ATLASGAL-selected massive clumps in the inner Galaxy

III. Dust continuum characterization of an evolutionary sample^⋆

¹ Max-Planck-Institut für Radioastronomie (MPIfR), Auf dem Hügel 69, 53121 Bonn, Germany
e-mail: koenig@mpifr-bonn.mpg.de
² School of Physical Sciences, University of Kent, Ingram Building, Canterbury, Kent CT2 7NH, UK

Received: 26 June 2015
Accepted: 28 October 2016

Abstract

Context. Massive-star formation and the processes involved are still poorly understood. The ATLASGAL survey provides an ideal basis for detailed studies of large numbers of massive-star forming clumps covering the whole range of evolutionary stages. The ATLASGAL Top100 is a sample of clumps selected by their infrared and radio properties to be representative for the whole range of evolutionary stages.

Aims. The ATLASGAL Top100 sources are the focus of a number of detailed follow-up studies that will be presented in a series of papers. In the present work we use the dust continuum emission to constrain the physical properties of this sample and identify trends as a function of source evolution.
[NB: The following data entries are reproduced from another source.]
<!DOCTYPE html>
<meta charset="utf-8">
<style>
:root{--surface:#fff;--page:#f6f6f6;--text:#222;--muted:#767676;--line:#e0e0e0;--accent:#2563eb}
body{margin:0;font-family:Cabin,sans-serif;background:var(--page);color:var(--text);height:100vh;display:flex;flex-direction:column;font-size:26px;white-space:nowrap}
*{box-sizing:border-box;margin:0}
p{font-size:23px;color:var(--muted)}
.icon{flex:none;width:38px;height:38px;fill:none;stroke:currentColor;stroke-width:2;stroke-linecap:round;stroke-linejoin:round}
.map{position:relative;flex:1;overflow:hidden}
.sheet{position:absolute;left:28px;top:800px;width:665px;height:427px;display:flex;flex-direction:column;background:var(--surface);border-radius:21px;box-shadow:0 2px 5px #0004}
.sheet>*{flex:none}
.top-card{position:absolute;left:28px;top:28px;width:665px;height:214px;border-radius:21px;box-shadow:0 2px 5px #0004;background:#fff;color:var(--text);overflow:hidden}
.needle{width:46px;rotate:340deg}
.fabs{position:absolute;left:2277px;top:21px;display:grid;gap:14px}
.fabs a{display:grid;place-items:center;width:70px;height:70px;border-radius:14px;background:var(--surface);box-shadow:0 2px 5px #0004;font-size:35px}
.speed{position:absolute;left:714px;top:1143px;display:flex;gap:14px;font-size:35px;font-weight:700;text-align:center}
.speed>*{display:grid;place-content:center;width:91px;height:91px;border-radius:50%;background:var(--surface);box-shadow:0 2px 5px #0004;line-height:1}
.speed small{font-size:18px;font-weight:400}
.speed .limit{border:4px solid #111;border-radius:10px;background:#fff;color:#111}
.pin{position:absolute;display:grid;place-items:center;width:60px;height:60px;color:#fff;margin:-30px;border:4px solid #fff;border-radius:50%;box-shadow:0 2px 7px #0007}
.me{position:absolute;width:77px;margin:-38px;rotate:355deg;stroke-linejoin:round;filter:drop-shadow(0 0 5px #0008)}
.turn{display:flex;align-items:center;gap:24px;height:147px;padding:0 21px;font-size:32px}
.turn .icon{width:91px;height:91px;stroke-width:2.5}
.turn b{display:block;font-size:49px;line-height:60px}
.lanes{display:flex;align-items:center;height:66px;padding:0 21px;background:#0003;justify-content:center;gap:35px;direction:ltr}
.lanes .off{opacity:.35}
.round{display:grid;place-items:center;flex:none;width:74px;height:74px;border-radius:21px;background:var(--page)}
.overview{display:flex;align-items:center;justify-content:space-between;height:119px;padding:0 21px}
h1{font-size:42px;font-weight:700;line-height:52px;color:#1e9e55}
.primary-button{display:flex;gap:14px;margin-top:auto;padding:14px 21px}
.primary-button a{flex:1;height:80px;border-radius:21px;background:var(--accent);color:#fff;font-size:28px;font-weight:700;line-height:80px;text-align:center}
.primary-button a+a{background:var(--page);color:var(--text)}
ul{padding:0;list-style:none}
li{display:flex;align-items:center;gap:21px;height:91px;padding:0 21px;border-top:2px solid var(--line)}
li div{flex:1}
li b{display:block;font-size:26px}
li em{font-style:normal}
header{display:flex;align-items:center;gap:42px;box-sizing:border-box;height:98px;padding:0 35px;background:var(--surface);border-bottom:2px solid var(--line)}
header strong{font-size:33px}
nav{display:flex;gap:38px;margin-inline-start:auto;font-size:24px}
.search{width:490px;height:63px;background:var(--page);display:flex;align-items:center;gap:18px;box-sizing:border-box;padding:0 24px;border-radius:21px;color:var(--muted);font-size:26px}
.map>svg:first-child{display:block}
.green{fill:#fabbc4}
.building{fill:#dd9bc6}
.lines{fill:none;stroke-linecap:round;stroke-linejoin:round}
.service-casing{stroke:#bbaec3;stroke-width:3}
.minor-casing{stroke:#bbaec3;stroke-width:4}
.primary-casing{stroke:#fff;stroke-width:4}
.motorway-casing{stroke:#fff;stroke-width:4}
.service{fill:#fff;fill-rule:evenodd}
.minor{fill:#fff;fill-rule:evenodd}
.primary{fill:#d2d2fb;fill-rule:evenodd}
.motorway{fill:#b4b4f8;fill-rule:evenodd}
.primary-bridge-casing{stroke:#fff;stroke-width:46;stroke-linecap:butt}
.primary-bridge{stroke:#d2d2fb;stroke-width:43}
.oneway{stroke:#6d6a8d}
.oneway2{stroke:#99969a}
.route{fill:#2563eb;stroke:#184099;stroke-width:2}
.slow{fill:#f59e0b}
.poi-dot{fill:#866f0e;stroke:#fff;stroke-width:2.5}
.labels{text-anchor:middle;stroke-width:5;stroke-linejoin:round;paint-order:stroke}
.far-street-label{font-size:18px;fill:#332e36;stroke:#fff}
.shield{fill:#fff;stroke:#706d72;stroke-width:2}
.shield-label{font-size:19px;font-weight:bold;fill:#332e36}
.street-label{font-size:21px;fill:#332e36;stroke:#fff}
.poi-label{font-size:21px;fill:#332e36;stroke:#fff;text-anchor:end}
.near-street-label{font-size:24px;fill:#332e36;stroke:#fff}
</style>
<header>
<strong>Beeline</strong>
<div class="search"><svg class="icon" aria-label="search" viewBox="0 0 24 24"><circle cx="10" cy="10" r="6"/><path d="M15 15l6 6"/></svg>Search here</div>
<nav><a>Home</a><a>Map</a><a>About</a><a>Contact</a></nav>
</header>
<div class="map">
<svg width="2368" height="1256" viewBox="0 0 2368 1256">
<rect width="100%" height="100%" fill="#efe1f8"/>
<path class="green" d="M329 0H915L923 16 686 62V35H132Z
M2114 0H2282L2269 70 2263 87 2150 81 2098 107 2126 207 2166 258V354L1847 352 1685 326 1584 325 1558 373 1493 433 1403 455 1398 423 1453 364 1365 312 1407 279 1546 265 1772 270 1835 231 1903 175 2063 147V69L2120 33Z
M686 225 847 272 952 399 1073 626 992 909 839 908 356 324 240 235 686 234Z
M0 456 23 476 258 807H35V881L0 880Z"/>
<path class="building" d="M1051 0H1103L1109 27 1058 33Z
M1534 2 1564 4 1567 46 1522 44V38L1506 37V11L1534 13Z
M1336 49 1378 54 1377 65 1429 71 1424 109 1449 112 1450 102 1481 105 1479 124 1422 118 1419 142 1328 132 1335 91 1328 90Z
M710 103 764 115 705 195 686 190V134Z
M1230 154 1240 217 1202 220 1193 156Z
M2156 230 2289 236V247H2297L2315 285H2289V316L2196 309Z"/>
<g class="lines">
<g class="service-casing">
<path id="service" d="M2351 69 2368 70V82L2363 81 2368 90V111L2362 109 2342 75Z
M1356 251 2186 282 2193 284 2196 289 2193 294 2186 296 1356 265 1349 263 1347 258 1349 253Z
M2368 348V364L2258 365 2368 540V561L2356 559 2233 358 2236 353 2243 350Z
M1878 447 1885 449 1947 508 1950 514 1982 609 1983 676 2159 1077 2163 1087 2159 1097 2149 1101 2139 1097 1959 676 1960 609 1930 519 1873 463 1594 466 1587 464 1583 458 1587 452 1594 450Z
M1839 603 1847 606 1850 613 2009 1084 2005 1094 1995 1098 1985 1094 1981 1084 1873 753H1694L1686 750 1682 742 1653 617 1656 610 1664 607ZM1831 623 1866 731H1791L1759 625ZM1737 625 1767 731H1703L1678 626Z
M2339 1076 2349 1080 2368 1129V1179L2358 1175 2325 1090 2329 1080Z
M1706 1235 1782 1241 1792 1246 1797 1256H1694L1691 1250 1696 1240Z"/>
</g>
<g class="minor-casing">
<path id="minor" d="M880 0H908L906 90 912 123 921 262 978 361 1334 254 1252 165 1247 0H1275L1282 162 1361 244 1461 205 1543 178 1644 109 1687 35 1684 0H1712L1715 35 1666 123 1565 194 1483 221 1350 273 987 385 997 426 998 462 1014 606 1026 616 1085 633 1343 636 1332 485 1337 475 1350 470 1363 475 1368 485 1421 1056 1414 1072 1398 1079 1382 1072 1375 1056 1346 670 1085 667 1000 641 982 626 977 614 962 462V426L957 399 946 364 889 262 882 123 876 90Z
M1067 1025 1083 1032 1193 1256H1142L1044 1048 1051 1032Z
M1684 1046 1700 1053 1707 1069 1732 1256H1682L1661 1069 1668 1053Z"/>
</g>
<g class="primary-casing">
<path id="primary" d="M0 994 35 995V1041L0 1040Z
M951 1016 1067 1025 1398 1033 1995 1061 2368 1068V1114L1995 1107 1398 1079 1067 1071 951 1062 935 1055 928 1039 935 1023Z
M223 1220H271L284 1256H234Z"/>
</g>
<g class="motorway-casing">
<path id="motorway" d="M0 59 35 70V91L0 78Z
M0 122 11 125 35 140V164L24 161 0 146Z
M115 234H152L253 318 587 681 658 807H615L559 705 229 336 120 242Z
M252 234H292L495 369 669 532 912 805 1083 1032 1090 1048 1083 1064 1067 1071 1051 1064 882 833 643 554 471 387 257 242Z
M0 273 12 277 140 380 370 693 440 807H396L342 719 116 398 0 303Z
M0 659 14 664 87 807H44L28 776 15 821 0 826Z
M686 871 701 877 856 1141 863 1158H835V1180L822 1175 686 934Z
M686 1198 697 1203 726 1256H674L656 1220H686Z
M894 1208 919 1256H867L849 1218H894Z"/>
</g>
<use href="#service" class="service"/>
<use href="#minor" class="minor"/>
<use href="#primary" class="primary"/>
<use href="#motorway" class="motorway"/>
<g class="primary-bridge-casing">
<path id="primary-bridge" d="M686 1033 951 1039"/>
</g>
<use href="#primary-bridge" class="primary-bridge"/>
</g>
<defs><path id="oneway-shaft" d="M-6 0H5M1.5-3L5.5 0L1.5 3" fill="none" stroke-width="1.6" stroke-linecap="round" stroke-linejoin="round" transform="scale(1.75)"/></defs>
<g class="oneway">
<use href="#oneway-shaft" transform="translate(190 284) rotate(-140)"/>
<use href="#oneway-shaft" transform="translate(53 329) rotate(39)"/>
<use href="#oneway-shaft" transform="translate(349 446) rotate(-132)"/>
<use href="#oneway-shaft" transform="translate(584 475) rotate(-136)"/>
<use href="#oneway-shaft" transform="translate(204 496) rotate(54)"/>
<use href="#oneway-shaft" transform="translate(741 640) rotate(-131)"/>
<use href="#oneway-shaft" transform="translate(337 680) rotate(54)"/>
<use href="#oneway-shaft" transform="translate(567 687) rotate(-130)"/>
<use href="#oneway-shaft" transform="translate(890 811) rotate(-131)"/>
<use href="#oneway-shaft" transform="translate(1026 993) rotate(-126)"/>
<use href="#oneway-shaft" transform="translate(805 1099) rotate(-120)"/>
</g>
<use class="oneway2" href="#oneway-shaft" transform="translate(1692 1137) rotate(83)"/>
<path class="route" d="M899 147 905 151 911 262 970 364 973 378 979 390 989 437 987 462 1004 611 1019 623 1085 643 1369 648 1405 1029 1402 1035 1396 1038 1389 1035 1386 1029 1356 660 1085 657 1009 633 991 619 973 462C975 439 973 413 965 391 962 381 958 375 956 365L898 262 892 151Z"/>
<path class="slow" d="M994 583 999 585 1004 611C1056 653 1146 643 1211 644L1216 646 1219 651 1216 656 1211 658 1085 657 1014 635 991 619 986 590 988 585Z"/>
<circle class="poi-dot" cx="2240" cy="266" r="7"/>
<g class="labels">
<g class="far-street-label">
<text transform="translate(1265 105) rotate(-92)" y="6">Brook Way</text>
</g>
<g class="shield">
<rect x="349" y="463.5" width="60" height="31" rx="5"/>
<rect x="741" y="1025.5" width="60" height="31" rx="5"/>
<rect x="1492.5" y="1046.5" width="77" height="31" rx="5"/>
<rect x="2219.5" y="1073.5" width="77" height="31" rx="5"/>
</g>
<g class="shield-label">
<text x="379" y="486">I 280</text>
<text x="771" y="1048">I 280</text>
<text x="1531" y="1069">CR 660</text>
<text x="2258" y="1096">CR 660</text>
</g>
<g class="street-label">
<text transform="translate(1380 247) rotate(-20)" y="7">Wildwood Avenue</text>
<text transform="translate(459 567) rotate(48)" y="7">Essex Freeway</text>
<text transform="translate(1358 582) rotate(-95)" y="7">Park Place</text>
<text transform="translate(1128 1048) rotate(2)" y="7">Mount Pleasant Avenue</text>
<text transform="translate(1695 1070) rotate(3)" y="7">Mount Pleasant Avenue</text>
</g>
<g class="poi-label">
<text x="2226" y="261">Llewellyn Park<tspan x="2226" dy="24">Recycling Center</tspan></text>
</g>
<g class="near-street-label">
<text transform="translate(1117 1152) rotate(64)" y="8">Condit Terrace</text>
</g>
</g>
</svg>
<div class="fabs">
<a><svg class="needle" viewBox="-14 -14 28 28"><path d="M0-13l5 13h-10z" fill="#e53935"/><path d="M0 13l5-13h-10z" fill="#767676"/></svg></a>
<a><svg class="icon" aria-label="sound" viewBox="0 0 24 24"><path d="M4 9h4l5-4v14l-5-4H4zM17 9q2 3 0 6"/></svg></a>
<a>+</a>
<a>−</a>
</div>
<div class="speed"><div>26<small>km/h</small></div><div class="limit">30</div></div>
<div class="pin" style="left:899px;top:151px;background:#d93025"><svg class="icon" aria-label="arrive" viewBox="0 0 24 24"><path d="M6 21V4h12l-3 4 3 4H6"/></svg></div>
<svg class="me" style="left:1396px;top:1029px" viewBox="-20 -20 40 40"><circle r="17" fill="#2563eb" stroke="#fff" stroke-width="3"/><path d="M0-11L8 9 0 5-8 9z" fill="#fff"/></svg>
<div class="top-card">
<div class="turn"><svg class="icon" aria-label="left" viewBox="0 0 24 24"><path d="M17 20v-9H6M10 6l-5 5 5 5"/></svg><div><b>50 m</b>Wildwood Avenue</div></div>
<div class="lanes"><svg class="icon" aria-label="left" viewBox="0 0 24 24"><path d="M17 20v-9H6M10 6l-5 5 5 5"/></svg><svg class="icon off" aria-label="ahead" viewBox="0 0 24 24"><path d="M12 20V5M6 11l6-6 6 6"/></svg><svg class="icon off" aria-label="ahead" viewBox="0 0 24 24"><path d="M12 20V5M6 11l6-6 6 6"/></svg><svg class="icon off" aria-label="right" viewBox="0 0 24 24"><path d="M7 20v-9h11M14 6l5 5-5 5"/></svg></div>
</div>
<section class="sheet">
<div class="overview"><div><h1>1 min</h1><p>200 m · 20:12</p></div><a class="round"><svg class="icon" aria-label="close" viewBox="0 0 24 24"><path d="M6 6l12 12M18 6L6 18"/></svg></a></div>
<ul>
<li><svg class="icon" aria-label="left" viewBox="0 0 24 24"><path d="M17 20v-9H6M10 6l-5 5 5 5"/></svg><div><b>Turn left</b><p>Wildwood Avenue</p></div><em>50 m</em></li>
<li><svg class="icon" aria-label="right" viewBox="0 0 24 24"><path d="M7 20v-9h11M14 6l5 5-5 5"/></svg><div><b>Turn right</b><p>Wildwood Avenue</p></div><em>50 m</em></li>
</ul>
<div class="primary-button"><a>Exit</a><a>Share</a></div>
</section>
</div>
Methods. We determine flux densities from mid-infrared to submillimeter wavelength (8–870 μm) images and use these values to fit their spectral energy distributions and determine their dust temperature and flux. Combining these with recent distances from the literature including maser parallax measurements we determine clump masses, luminosities and column densities.

Results. We define four distinct source classes from the available continuum data and arrange these into an evolutionary sequence. This begins with sources found to be dark at 70 μm, followed by 24 μm weak sources with an embedded 70 μm source, continues through mid-infrared bright sources and ends with infrared bright sources associated with radio emission (i.e., H ii regions). We find trends for increasing temperature, luminosity, and column density with the proposed evolution sequence, confirming that this sample is representative of different evolutionary stages of massive star formation. Our sources span temperatures from approximately 11 to 41 K, with bolometric luminosities in the range 57 L_⊙−3.8 × 10⁶L_⊙. The highest masses reach 4.3 × 10⁴M_⊙ and peak column densities up to 1.1 × 10²⁴ cm^-1, and therefore have the potential to form the most massive O-type stars. We show that at least 93 sources (85%) of this sample have the ability to form massive stars and that most are gravitationally unstable and hence likely to be collapsing.

Conclusions. The highest column density ATLASGAL sources cover the whole range of evolutionary stages from the youngest to the most evolved high-mass-star forming clumps. Study of these clumps provides a unique starting point for more in-depth research on massive-star formation in four distinct evolutionary stages whose well defined physical parameters afford more detailed studies. As most of the sample is closer than 5 kpc, these sources are also ideal for follow-up observations with high spatial resolution.